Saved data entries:

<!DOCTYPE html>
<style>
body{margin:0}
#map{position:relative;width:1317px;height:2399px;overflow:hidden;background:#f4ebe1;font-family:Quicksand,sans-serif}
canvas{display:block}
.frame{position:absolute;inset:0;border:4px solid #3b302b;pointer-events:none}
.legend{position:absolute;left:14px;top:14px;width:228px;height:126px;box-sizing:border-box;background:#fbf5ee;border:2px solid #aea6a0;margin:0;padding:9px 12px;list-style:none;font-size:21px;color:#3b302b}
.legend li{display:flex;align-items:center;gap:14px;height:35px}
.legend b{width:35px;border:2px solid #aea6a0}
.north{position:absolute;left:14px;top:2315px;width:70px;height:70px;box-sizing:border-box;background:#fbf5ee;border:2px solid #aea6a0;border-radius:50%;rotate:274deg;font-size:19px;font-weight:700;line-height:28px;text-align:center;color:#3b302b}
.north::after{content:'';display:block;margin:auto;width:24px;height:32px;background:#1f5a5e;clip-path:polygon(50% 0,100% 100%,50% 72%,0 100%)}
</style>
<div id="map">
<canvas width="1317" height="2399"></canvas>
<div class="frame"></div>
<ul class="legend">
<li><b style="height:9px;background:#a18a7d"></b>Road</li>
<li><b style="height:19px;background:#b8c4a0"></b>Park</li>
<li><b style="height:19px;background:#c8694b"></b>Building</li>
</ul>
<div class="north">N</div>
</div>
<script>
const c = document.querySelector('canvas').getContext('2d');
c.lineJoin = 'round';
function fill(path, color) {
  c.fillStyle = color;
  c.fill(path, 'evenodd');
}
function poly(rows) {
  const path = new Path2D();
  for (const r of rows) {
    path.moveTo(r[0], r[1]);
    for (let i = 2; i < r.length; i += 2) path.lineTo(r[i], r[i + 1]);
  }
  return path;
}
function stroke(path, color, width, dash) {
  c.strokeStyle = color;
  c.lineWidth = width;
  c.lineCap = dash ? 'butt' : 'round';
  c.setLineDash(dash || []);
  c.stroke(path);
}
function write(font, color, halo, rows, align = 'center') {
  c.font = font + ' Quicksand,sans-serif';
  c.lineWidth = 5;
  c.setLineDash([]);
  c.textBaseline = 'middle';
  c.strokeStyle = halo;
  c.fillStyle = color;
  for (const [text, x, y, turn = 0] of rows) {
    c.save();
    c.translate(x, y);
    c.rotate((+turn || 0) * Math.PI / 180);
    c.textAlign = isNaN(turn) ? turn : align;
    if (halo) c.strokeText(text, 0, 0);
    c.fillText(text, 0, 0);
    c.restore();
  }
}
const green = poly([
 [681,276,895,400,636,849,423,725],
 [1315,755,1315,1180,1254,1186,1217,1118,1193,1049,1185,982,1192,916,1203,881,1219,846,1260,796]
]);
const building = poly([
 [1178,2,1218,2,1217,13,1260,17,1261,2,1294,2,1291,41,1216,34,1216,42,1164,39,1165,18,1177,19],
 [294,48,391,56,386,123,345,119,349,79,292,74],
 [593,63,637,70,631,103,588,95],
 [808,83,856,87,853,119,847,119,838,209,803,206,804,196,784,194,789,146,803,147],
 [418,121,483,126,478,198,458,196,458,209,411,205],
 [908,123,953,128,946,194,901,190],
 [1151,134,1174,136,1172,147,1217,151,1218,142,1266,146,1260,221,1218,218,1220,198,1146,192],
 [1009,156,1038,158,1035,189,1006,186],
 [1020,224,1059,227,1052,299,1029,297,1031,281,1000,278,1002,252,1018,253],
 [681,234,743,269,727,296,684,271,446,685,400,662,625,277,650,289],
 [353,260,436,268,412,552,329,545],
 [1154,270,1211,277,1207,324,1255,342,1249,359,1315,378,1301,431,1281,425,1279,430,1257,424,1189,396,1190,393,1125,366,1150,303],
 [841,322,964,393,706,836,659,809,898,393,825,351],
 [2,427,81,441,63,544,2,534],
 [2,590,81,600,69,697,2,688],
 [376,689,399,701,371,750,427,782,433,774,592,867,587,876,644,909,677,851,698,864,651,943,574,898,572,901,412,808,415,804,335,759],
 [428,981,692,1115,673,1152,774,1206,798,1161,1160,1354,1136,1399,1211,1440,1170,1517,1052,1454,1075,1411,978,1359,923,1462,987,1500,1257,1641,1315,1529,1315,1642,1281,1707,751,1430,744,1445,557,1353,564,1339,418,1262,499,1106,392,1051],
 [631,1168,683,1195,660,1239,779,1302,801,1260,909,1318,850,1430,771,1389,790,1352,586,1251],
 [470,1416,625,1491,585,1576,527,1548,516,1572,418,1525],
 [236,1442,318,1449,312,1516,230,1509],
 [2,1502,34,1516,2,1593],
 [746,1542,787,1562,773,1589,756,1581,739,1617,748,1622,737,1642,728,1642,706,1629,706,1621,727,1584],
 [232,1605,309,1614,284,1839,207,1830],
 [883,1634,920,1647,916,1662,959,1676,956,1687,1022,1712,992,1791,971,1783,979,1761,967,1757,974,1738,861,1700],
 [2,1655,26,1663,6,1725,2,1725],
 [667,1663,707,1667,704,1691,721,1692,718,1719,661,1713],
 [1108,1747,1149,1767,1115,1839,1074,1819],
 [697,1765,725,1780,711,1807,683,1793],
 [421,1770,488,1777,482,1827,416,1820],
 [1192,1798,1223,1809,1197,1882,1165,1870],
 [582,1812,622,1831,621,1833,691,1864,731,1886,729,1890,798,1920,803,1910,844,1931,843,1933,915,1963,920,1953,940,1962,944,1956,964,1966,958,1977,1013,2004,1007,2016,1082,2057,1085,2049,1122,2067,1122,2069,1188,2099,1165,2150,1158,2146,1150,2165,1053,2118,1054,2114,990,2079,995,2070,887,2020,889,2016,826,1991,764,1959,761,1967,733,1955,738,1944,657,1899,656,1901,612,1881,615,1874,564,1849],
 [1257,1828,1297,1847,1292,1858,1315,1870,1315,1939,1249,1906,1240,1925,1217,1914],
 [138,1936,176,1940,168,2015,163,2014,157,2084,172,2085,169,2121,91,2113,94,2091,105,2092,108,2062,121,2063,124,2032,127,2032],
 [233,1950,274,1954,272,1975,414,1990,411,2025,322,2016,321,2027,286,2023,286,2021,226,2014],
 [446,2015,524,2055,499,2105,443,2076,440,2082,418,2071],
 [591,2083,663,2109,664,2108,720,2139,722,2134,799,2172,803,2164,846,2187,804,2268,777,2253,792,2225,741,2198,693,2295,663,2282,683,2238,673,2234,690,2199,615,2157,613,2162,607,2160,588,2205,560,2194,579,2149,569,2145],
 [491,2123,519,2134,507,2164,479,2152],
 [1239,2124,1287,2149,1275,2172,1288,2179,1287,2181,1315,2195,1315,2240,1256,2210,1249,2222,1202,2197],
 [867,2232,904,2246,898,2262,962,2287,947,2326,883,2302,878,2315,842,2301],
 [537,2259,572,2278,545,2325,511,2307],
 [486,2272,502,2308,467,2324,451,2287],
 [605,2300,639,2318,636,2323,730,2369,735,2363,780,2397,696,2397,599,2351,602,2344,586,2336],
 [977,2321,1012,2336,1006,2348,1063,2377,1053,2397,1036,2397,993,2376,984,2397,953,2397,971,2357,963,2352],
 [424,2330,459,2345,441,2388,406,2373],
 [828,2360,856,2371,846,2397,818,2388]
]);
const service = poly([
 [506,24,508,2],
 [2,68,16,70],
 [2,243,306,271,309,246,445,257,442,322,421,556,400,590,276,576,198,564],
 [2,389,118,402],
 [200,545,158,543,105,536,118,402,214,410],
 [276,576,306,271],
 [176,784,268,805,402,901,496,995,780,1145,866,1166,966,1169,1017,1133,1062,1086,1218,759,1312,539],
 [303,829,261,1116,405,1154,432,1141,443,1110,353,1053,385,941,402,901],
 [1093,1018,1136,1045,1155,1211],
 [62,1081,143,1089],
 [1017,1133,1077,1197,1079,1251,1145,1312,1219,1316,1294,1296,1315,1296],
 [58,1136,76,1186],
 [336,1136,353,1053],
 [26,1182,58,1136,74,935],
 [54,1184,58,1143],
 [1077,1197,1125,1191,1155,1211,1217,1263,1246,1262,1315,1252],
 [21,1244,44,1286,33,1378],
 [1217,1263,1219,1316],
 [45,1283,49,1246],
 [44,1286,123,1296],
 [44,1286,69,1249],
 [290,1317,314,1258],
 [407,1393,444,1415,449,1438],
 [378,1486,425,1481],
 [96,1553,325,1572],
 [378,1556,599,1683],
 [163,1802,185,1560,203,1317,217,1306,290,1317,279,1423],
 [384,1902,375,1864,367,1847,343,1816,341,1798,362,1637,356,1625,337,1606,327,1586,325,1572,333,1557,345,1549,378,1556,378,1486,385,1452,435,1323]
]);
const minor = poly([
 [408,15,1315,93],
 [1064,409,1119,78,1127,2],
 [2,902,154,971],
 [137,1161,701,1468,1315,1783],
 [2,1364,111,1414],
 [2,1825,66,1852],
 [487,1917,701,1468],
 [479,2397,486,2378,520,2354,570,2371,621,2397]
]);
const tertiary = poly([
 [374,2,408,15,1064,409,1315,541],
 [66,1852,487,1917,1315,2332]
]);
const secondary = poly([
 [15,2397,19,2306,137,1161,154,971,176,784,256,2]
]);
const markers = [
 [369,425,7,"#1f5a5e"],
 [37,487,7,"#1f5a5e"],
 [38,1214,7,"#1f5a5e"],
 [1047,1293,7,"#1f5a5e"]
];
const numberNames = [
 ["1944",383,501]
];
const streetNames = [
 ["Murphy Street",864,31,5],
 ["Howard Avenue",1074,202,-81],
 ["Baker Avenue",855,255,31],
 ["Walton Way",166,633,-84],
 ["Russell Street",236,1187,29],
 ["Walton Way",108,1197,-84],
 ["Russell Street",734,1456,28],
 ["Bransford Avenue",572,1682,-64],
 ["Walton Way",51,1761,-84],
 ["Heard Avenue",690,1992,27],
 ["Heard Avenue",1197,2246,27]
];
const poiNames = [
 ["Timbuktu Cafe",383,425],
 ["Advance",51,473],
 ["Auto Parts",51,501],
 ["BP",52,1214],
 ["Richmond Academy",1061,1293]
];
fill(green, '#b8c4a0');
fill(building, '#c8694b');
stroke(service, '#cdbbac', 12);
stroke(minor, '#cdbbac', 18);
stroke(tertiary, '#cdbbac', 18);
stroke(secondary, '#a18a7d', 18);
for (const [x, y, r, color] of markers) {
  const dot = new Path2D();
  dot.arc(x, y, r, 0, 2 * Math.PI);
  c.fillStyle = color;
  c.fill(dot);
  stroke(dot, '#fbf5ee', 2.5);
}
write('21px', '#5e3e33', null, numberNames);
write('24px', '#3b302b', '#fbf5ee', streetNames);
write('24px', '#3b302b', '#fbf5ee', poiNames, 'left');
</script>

Work item – Whenever "function" occurs in a line above, copy that line.

Solution to this task –
function fill(path, color) {
function poly(rows) {
function stroke(path, color, width, dash) {
function write(font, color, halo, rows, align = 'center') {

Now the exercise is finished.